The yield on the bond from Africa’s top copper producer fell to 5.2 per cent on Friday after it was sold on Thursday at a yield of 5.625 per cent, carrying a coupon of 5.375 per cent. The total order book was $11.9-billion, the finance ministry said on Friday, underscoring investors’ huge appetite for rare, high-yielding African assets.
“This is not only the largest order book for sub-Saharan Africa, but also at 5.375 per cent the lowest coupon, meaning the most favourable price,” Zambian finance minister Alexander Chikwanda said in a statement seen by Reuters.

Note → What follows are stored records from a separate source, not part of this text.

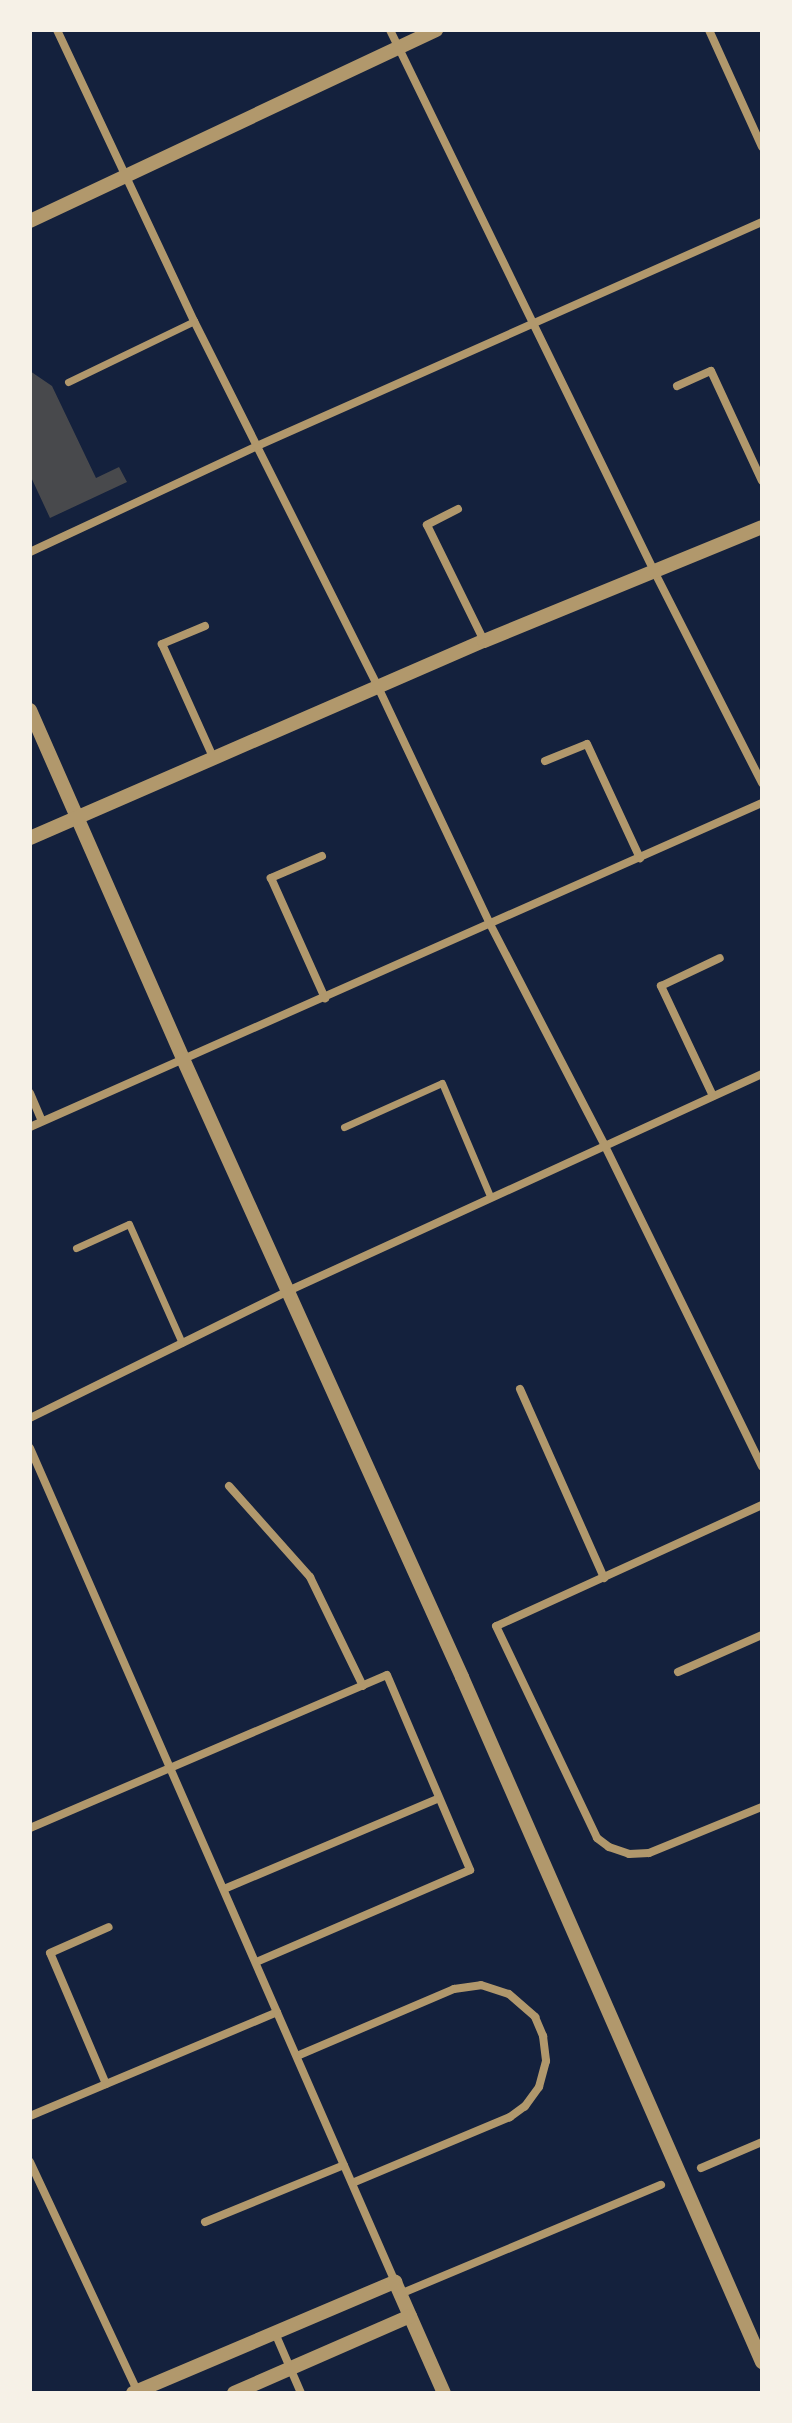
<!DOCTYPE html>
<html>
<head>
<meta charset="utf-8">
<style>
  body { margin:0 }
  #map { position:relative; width:792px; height:2423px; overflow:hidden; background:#14213d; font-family:Roboto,sans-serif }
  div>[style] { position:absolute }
  .building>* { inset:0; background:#48494c }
  .pedestrian>* { height:7px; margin:-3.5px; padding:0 3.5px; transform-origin:3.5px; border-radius:3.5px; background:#b1986c }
  .minor>* { height:8px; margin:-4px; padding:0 4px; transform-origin:4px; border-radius:4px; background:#b1986c }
  .tertiary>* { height:14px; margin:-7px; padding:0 7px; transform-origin:7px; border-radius:7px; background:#b1986c }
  span { translate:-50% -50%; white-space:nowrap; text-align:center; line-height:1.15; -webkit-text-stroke:8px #f6f1e7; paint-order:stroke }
  .frame { position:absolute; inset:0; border:32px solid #f6f1e7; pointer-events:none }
</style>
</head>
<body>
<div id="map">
  <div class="building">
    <div style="clip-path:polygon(30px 371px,52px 386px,96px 478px,119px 467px,127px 482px,50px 518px,30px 475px)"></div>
  </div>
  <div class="pedestrian">
    <div style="left:68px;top:382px;width:140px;rotate:-25.8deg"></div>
    <div style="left:344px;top:1127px;width:107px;rotate:-24.2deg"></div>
    <div style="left:442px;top:1083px;width:123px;rotate:67deg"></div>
    <div style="left:76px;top:1248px;width:58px;rotate:-24.4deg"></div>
    <div style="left:129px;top:1224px;width:130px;rotate:66deg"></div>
  </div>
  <div class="minor">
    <div style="left:57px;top:30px;width:322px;rotate:64.8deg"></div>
    <div style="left:194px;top:321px;width:410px;rotate:63.3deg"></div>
    <div style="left:378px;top:687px;width:262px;rotate:64.7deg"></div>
    <div style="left:490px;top:924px;width:248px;rotate:62.6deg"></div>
    <div style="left:604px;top:1144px;width:359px;rotate:63.9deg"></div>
    <div style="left:390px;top:30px;width:604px;rotate:63.99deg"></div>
    <div style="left:655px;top:573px;width:236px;rotate:63deg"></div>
    <div style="left:709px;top:30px;width:128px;rotate:65.6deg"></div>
    <div style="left:677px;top:386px;width:37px;rotate:-24deg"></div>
    <div style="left:711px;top:371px;width:121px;rotate:65.1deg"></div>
    <div style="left:458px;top:509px;width:35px;rotate:153deg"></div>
    <div style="left:427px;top:525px;width:129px;rotate:63.8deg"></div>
    <div style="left:30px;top:552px;width:251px;rotate:-25deg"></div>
    <div style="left:257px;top:446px;width:552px;rotate:-23.92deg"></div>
    <div style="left:205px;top:626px;width:47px;rotate:157.3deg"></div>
    <div style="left:162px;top:644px;width:126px;rotate:65.7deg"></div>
    <div style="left:545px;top:761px;width:45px;rotate:-22deg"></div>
    <div style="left:587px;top:744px;width:126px;rotate:65.1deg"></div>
    <div style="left:322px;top:856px;width:56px;rotate:156.7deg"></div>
    <div style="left:271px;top:878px;width:132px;rotate:65.8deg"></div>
    <div style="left:30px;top:1093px;width:30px;rotate:67deg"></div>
    <div style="left:713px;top:1096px;width:122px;rotate:-115.3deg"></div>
    <div style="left:661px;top:986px;width:65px;rotate:-25.4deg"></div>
    <div style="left:30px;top:1127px;width:800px;rotate:-23.88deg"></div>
    <div style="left:520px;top:1389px;width:207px;rotate:66deg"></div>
    <div style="left:30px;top:1418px;width:288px;rotate:-26.2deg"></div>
    <div style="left:288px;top:1291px;width:521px;rotate:-24.6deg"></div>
    <div style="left:30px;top:1448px;width:910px;rotate:66.36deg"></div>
    <div style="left:229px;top:1486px;width:122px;rotate:48.3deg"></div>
    <div style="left:310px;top:1577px;width:121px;rotate:64.1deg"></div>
    <div style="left:762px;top:1505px;width:292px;rotate:155.5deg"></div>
    <div style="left:496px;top:1626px;width:235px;rotate:64.5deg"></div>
    <div style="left:597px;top:1838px;width:15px;rotate:37deg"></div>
    <div style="left:609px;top:1847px;width:21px;rotate:19deg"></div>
    <div style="left:629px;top:1854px;width:20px;rotate:-3deg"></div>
    <div style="left:649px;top:1853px;width:122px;rotate:-22.2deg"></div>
    <div style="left:678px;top:1672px;width:92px;rotate:-23.8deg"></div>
    <div style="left:30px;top:1828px;width:388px;rotate:-23.2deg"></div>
    <div style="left:387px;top:1675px;width:212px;rotate:66.9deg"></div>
    <div style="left:470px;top:1870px;width:233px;rotate:156.7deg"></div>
    <div style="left:224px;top:1889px;width:233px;rotate:-22.9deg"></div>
    <div style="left:297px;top:2056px;width:171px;rotate:-23.1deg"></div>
    <div style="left:454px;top:1989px;width:27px;rotate:-8deg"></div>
    <div style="left:481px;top:1985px;width:29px;rotate:18deg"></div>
    <div style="left:509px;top:1994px;width:35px;rotate:41deg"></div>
    <div style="left:535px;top:2017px;width:21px;rotate:67deg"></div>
    <div style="left:543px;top:2036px;width:25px;rotate:83deg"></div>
    <div style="left:546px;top:2061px;width:27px;rotate:105deg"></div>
    <div style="left:539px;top:2087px;width:24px;rotate:126deg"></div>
    <div style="left:525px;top:2106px;width:19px;rotate:144deg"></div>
    <div style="left:510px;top:2117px;width:171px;rotate:157.3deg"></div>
    <div style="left:106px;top:2084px;width:142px;rotate:-113.1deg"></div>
    <div style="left:50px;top:1953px;width:64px;rotate:-23.8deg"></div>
    <div style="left:30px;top:2116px;width:268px;rotate:-22.8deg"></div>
    <div style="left:30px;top:2162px;width:255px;rotate:64.9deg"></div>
    <div style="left:701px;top:2168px;width:66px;rotate:-23.1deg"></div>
    <div style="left:205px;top:2222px;width:150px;rotate:-22.3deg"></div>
    <div style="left:400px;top:2294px;width:283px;rotate:-22.7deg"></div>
    <div style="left:275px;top:2333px;width:65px;rotate:66.6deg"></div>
  </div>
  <div class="tertiary">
    <div style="left:30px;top:221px;width:449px;rotate:-25.2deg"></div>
    <div style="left:30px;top:710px;width:381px;rotate:66.3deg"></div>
    <div style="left:183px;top:1059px;width:678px;rotate:65.7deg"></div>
    <div style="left:462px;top:1677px;width:748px;rotate:66.35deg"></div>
    <div style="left:30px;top:838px;width:495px;rotate:-23.5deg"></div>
    <div style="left:484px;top:641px;width:300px;rotate:-22.3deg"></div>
    <div style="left:133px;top:2393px;width:285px;rotate:-23deg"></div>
    <div style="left:395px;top:2282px;width:121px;rotate:66.2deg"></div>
    <div style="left:234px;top:2393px;width:192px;rotate:-23.6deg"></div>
  </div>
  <div class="frame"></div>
</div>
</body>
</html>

Around 425 investors took part in the issue, with 56 per cent of them from the U.S., 40 per cent from Europe, 3 per cent from Asia and others accounting for 1 per cent, the finance ministry said.
Fund managers received 85 per cent of the allocations, with the rest being distributed to banks and pension and insurance funds.

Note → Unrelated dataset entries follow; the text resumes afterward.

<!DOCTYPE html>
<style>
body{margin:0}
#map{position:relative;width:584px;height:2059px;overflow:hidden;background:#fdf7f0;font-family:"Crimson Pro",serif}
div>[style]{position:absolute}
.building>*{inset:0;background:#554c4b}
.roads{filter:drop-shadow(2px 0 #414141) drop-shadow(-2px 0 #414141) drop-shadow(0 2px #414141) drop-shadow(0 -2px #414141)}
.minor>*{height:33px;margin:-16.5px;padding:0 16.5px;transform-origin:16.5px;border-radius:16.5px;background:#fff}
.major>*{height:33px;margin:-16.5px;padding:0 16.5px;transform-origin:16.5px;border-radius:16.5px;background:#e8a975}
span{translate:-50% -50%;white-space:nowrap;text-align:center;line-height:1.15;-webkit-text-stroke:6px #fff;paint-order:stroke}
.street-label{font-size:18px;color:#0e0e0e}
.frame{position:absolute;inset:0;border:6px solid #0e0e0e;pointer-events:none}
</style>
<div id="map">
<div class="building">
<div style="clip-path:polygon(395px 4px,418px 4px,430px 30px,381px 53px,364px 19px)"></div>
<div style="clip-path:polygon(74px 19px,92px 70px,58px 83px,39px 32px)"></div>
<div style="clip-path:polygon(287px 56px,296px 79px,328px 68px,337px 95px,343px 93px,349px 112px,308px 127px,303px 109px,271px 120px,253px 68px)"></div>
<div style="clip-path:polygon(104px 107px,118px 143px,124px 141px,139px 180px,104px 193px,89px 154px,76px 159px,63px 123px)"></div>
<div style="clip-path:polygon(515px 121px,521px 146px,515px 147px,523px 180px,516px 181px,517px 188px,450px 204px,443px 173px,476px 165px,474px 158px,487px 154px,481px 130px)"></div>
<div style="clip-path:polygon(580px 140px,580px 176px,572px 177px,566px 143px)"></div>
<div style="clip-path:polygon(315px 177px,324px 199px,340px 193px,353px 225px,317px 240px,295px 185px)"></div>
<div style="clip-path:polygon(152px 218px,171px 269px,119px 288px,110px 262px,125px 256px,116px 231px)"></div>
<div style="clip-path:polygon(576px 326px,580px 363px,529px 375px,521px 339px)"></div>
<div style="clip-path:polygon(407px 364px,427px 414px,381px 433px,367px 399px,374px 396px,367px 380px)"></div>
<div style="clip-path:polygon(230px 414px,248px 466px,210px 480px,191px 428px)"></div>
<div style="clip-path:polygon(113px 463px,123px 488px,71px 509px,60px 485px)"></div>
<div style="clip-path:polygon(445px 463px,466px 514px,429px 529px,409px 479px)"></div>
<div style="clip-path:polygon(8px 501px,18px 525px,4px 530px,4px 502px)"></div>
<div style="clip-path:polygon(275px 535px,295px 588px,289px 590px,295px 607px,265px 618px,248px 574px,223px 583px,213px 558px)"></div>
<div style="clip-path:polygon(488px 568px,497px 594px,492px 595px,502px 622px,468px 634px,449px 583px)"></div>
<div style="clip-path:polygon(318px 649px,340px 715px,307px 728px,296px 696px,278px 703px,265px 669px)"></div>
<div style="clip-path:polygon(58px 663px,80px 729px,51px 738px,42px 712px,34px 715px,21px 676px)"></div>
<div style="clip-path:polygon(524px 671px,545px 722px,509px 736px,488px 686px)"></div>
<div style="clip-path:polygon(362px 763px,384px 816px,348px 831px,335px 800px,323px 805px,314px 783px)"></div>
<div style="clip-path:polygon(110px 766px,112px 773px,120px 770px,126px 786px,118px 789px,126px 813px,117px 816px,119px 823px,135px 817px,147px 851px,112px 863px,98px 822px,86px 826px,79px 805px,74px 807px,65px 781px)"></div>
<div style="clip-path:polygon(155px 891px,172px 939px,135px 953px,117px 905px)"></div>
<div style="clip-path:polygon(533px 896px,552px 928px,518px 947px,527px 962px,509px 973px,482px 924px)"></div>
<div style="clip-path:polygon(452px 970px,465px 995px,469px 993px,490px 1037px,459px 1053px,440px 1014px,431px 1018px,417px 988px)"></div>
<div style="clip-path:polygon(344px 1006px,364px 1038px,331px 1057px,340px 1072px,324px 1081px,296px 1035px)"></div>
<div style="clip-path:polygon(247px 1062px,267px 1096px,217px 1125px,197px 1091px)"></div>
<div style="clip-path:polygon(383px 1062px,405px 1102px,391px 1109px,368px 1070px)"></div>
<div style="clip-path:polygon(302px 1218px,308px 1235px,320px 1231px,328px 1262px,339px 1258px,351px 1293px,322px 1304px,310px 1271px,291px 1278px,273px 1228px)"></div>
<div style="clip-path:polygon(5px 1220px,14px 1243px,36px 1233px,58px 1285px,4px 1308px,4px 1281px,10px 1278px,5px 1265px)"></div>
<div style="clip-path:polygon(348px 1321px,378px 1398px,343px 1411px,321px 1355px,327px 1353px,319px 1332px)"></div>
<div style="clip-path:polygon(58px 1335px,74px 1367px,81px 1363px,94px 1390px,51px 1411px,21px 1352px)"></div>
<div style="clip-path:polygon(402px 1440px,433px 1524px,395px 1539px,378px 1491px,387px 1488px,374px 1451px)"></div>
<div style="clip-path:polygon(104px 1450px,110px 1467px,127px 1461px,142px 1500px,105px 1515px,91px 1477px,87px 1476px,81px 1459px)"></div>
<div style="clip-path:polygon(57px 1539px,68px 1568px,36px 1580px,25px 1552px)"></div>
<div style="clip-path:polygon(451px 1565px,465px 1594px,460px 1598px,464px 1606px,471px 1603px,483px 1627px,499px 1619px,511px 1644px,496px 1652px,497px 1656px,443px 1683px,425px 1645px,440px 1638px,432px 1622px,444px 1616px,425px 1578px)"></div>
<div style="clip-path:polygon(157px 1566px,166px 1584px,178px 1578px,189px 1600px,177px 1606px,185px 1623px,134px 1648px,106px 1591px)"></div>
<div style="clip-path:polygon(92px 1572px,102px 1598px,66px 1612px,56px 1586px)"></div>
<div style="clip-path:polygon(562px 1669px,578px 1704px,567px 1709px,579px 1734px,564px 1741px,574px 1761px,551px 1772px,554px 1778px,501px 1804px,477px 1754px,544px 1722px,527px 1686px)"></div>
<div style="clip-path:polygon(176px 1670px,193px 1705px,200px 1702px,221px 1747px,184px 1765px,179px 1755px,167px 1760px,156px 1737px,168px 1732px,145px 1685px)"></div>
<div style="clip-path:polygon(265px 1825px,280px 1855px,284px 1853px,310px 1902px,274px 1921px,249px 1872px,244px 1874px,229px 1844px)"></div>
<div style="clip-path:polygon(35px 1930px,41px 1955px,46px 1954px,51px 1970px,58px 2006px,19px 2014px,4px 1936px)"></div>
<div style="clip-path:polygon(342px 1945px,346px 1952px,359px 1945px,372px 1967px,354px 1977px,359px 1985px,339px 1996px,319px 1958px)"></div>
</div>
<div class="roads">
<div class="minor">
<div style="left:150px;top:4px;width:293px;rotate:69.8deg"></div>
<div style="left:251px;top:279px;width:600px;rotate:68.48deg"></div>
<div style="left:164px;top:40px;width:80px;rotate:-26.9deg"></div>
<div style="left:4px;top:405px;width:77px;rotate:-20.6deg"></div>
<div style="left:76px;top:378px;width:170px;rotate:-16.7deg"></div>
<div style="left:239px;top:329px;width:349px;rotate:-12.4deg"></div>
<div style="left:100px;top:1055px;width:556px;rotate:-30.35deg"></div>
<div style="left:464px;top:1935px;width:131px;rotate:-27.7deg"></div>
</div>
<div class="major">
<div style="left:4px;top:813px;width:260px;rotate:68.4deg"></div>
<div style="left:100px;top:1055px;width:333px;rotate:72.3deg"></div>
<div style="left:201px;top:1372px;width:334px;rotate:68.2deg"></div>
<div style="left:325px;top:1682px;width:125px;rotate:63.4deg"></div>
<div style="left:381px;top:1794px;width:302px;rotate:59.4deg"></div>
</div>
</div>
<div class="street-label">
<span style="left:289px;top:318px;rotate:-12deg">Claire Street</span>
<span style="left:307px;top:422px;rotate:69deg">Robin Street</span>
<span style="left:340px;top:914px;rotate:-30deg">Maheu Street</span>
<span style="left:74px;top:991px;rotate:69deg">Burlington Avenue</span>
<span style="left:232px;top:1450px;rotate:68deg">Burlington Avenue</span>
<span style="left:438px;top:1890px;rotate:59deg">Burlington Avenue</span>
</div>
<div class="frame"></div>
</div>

Barclays and Deutsche Bank were the lead managers and joint book runners.
Friday’s trade brought the yield closer to that on Ghana’s 2017 euro bond, currently yielding 4.8 per cent, and analysts said it could decline further.
Zambia and Ghana are rated B+ by Fitch. However, Zambia has a B+ rating from Standard and Poor’s, compared to B for the west African gold, cocoa and oil producer.
Proceeds from Zambia’s euro bond, which will be eligible for the JP Morgan EMBI Global Index, will be used to upgrade its infrastructure, particularly in the road and energy sectors.
Though analysts and investors had expected the bond to be oversubscribed, the size of the order book came as a surprise. They said it testified to the strong appetite for scarce African paper and resurgent risk appetite after the European Central Bank announced a bond buying plan last week to aid struggling euro zone members.
“It’s a reflection of the amount of liquidity that’s now available in the advanced economies,” said Yvette Babb, emerging markets analyst at Standard Bank. “The QE programs that have been undertaken in Europe and the U.S. have contributed to a large amount of dollars that are in search of yield.”
She added that Zambia’s low public debt levels, a current account surplus and strong foreign direct investment inflows were also attracting investors.
While Zambia’s dependence on copper, which accounts for about 77 per cent of exports, was a concern, its strong fundamentals could support the bond in the future, she added.
The IMF forecasts GDP growth of 7.7 per cent this year and inflation has fallen to around 6 per cent from more than 30 per cent in 2000.
“There could potentially be some upside in the Zambian bonds,” Babb said.
Stuart Culverhouse, chief economist at Exotix, said many investors had become familiar with Zambia, whose domestic bond market is open to foreigners. “For a lot of people it’s a sound, robust story,” he said.
Namibia’s debut $500-million euro bond, issued last October, was oversubscribed five and a half times, while Nigeria’s January 2011 offering of the same size was two and a half times oversubscribed.
The order book for Ghana’s $750-million bond, launched in 2007, was nearly $3-billion.
Ghana was the first sub-Saharan African country other than South Africa to issue an international bond. Since then, it has been joined by Gabon, Senegal, Ivory Coast, Congo Republic, Nigeria, Namibia and now Zambia.